PROBLEM TO WORK ON — Write out the records below from the first line through the line containing "position:absolute; left:1068px; top:824px;", leaving out any pictures.

Source records
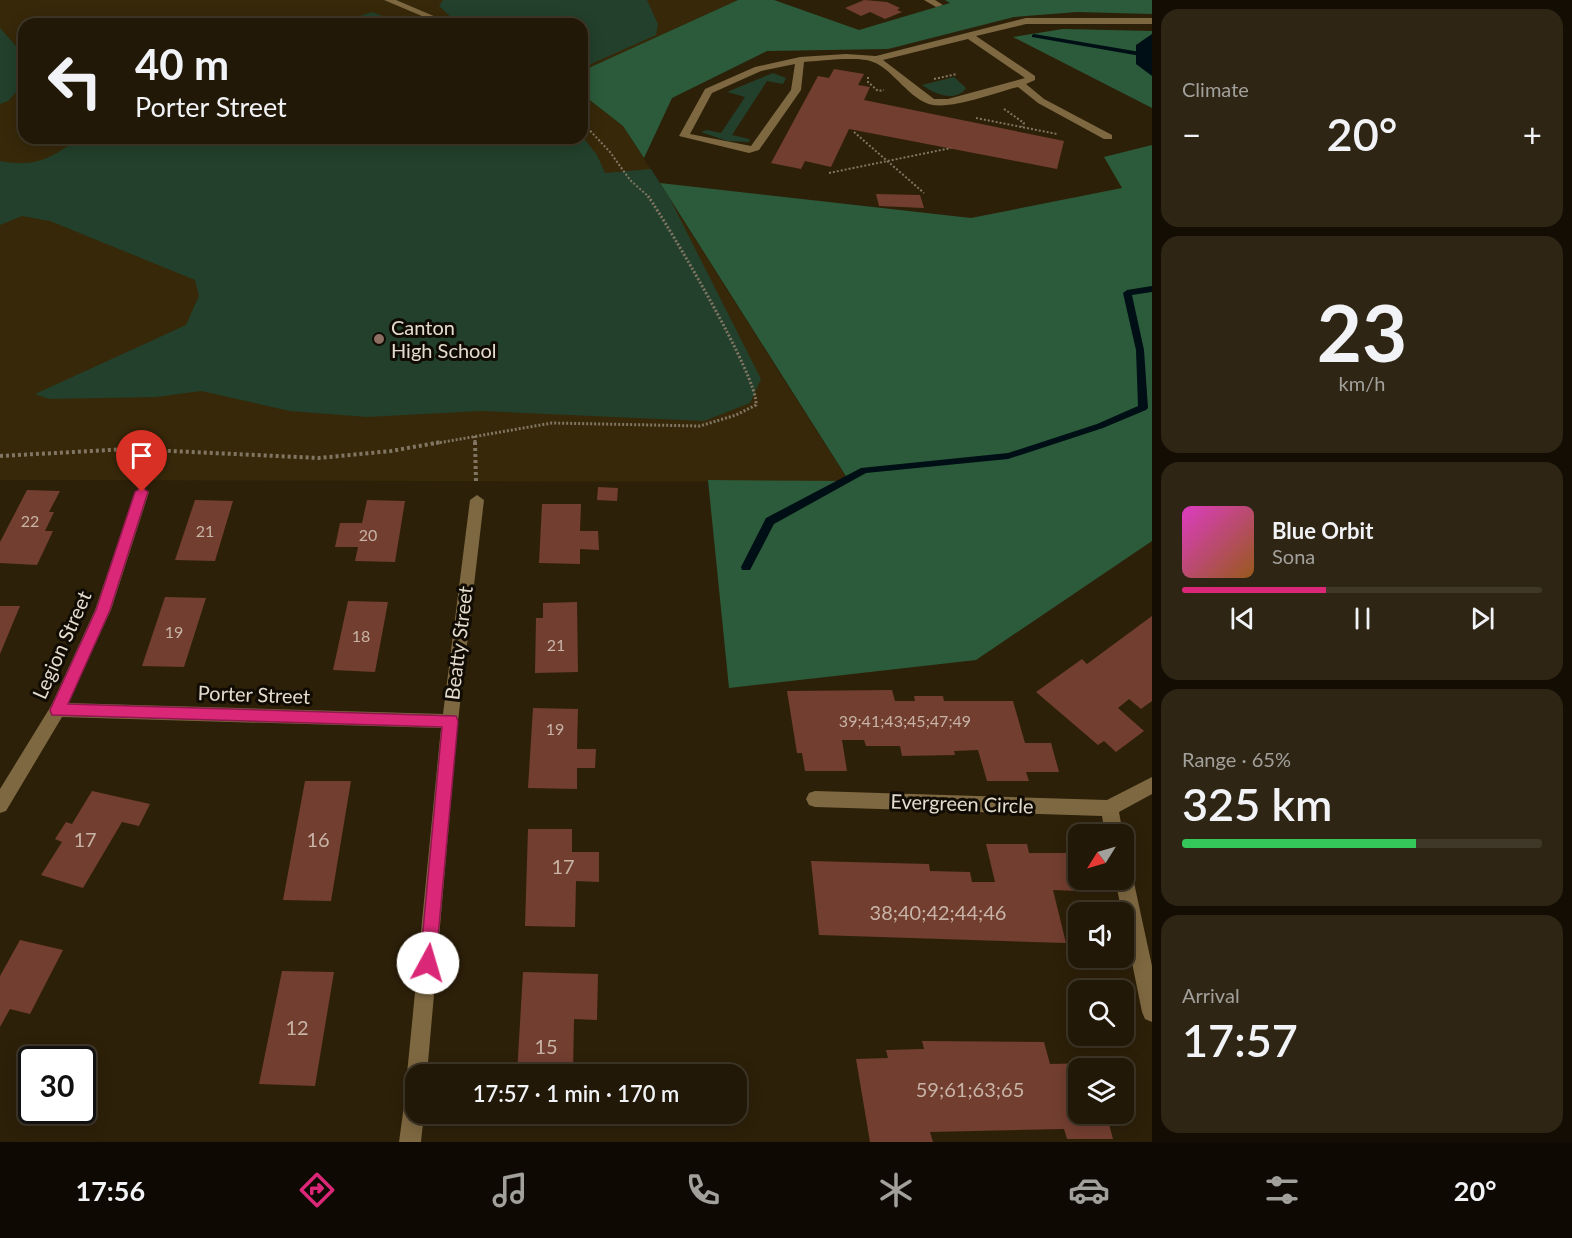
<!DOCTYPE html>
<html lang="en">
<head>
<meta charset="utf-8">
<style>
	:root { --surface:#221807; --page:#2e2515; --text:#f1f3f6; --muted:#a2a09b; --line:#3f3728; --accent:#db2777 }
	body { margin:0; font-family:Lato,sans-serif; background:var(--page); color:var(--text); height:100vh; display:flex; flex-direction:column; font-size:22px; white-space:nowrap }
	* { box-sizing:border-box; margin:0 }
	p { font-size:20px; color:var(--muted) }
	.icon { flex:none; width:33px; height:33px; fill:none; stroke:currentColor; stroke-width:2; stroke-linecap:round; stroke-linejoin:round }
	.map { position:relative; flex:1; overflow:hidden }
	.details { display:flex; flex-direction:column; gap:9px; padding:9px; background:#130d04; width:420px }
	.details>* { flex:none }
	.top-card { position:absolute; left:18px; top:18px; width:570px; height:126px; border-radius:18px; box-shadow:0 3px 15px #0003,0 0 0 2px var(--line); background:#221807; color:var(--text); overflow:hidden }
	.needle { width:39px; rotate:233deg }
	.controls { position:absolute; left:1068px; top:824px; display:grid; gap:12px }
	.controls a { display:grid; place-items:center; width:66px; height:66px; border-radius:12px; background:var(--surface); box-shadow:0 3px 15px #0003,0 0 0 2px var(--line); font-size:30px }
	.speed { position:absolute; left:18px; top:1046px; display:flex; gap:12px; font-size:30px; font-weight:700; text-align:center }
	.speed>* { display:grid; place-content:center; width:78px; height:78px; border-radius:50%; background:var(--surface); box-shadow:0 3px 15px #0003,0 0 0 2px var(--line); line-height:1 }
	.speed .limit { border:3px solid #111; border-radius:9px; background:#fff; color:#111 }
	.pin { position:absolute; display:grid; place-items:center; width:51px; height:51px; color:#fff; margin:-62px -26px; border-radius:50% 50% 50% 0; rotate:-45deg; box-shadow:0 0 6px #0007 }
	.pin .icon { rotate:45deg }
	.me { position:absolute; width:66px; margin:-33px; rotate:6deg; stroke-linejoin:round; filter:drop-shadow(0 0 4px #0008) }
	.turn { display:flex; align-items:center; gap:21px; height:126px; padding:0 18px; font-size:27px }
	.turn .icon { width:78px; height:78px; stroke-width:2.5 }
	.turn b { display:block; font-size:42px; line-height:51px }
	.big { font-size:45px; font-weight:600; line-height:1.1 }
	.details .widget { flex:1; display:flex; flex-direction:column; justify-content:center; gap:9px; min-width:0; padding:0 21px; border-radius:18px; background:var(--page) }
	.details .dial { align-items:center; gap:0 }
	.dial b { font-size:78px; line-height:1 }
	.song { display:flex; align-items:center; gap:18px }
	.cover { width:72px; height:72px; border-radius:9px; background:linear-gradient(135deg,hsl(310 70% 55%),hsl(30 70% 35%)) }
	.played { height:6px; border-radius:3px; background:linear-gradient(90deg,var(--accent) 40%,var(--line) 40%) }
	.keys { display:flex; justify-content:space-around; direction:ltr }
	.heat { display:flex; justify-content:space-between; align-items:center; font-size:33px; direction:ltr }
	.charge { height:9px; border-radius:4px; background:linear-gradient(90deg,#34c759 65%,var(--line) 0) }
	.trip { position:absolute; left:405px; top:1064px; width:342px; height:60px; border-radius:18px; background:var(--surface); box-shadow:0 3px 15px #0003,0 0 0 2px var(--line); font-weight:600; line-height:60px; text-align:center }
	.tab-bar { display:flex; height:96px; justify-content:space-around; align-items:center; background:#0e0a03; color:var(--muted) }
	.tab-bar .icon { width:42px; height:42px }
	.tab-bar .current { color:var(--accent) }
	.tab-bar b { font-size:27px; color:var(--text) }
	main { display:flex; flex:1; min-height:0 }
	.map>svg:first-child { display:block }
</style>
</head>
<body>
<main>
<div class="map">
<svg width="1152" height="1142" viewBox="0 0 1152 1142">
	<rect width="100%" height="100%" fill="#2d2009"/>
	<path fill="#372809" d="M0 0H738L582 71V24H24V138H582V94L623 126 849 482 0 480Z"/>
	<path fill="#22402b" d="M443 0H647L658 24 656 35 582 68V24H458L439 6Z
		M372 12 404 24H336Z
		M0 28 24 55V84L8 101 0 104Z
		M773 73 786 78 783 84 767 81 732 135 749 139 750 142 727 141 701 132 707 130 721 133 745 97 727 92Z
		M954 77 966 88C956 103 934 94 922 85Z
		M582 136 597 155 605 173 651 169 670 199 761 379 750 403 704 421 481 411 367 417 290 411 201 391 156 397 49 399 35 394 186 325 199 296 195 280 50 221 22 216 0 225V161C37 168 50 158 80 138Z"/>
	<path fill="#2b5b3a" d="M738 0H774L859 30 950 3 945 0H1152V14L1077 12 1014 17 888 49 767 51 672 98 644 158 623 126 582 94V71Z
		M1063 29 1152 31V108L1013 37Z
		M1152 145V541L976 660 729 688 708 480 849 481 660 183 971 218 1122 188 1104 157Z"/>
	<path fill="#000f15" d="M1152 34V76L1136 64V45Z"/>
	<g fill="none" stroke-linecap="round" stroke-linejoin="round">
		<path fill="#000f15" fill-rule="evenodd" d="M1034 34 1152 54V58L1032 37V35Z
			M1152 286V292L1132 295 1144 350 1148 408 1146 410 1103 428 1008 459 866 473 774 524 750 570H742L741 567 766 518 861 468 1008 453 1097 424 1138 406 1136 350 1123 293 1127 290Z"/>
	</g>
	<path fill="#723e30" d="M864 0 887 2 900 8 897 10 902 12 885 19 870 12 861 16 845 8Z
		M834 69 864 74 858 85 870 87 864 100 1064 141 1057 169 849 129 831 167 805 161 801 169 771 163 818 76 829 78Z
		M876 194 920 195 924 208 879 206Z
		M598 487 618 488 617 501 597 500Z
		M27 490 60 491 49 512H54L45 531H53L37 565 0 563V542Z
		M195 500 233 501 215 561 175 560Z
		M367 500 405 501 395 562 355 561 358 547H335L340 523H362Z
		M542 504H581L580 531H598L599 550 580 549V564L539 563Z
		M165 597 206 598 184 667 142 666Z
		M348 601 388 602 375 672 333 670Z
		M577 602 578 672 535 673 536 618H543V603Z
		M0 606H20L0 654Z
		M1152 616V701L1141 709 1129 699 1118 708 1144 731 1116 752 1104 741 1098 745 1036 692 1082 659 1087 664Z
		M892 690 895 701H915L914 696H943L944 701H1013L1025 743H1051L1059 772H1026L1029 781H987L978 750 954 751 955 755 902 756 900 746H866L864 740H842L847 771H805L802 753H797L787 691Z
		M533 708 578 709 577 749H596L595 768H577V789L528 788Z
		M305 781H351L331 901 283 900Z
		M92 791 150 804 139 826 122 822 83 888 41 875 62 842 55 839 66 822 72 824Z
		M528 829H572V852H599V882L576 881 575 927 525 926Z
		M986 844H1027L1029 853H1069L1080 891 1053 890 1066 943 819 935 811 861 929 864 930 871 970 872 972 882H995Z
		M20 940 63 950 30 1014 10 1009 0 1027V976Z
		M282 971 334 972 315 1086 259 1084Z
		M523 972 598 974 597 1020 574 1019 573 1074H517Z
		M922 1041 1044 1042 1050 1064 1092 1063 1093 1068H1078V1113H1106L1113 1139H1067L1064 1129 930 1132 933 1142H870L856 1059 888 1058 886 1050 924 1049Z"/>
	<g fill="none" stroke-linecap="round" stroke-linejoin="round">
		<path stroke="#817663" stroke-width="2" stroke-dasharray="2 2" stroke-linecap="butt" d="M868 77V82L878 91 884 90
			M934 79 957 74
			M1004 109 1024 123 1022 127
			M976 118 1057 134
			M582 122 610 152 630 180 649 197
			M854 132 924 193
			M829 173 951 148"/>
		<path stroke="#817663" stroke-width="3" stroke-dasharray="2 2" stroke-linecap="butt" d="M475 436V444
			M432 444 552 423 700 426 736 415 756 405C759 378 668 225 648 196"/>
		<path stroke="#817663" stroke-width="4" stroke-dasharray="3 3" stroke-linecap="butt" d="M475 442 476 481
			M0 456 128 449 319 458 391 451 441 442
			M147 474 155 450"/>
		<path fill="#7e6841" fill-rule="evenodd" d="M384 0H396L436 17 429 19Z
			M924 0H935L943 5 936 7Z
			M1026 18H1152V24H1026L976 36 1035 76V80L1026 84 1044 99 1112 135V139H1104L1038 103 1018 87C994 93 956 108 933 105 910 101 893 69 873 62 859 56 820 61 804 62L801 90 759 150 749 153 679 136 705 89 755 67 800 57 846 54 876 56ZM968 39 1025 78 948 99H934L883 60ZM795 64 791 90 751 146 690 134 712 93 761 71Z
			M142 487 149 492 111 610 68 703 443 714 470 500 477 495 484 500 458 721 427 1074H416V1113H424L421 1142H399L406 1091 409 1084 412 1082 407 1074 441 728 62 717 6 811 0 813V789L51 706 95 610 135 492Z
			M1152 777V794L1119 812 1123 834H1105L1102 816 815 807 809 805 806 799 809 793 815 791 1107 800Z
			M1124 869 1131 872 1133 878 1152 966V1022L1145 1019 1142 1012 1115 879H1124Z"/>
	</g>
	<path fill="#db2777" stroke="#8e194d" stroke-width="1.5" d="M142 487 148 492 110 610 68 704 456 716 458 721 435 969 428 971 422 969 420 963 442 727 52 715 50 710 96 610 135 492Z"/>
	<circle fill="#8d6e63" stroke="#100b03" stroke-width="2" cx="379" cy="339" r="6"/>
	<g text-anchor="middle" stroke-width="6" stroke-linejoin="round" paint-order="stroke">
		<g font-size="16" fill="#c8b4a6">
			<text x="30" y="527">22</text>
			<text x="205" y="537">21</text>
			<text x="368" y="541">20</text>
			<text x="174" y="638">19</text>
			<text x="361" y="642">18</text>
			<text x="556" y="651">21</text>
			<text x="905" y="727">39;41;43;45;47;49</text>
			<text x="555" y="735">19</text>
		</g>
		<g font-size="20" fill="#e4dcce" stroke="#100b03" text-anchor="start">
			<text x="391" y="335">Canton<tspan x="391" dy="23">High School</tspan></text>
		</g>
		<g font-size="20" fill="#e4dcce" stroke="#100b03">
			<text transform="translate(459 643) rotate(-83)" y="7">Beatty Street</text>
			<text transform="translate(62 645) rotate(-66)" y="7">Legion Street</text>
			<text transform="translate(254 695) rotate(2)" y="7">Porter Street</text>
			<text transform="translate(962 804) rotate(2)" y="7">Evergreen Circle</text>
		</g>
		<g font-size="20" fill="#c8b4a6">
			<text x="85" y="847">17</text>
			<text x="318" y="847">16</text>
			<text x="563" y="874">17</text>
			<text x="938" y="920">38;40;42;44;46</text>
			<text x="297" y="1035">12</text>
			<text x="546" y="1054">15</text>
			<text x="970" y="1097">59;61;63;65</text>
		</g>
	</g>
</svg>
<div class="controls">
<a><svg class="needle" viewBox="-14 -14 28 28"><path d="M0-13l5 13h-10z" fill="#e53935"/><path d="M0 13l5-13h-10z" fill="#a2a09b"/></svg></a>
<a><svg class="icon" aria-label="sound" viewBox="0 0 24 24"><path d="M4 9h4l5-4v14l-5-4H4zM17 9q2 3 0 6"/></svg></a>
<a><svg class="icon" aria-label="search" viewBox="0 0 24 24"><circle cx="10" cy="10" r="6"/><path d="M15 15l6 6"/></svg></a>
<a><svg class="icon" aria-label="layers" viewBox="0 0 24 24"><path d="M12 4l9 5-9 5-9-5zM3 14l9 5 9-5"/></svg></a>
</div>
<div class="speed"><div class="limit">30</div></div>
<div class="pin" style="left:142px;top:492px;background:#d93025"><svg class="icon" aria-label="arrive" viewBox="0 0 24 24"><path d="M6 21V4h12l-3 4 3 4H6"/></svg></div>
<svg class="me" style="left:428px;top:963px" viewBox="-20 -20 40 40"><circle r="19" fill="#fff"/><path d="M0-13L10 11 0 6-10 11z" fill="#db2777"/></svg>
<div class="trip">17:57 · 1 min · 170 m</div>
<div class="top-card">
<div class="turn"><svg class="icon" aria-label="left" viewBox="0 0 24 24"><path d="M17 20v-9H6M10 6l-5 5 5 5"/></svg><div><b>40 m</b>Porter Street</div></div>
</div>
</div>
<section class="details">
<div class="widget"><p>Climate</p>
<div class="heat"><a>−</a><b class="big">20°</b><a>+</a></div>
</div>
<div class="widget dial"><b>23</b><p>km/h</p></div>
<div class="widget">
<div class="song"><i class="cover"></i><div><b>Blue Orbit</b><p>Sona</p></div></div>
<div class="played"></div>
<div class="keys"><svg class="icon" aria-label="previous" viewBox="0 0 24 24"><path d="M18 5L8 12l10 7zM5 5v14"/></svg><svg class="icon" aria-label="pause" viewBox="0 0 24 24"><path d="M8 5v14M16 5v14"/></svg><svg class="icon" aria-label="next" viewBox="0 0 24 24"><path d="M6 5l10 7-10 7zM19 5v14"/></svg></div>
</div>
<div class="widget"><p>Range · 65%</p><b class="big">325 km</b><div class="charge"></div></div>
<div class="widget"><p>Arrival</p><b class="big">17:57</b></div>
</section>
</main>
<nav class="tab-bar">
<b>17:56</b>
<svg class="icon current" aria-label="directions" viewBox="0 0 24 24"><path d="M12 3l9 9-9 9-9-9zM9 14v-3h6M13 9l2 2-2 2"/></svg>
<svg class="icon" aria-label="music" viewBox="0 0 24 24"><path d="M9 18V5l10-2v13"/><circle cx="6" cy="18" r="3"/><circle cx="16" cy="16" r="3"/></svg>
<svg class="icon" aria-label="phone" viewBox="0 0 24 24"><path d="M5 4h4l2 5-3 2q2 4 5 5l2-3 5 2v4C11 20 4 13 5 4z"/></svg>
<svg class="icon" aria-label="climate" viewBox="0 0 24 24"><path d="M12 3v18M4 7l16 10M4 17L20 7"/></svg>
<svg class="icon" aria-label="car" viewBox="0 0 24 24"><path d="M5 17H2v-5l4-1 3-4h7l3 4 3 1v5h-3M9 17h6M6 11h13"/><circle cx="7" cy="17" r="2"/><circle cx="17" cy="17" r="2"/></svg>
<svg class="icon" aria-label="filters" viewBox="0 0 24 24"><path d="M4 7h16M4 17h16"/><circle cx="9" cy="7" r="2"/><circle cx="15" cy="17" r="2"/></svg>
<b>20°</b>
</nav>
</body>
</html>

TASK RESPONSE —
<!DOCTYPE html>
<html lang="en">
<head>
<meta charset="utf-8">
<style>
	:root { --surface:#221807; --page:#2e2515; --text:#f1f3f6; --muted:#a2a09b; --line:#3f3728; --accent:#db2777 }
	body { margin:0; font-family:Lato,sans-serif; background:var(--page); color:var(--text); height:100vh; display:flex; flex-direction:column; font-size:22px; white-space:nowrap }
	* { box-sizing:border-box; margin:0 }
	p { font-size:20px; color:var(--muted) }
	.icon { flex:none; width:33px; height:33px; fill:none; stroke:currentColor; stroke-width:2; stroke-linecap:round; stroke-linejoin:round }
	.map { position:relative; flex:1; overflow:hidden }
	.details { display:flex; flex-direction:column; gap:9px; padding:9px; background:#130d04; width:420px }
	.details>* { flex:none }
	.top-card { position:absolute; left:18px; top:18px; width:570px; height:126px; border-radius:18px; box-shadow:0 3px 15px #0003,0 0 0 2px var(--line); background:#221807; color:var(--text); overflow:hidden }
	.needle { width:39px; rotate:233deg }
	.controls { position:absolute; left:1068px; top:824px; display:grid; gap:12px }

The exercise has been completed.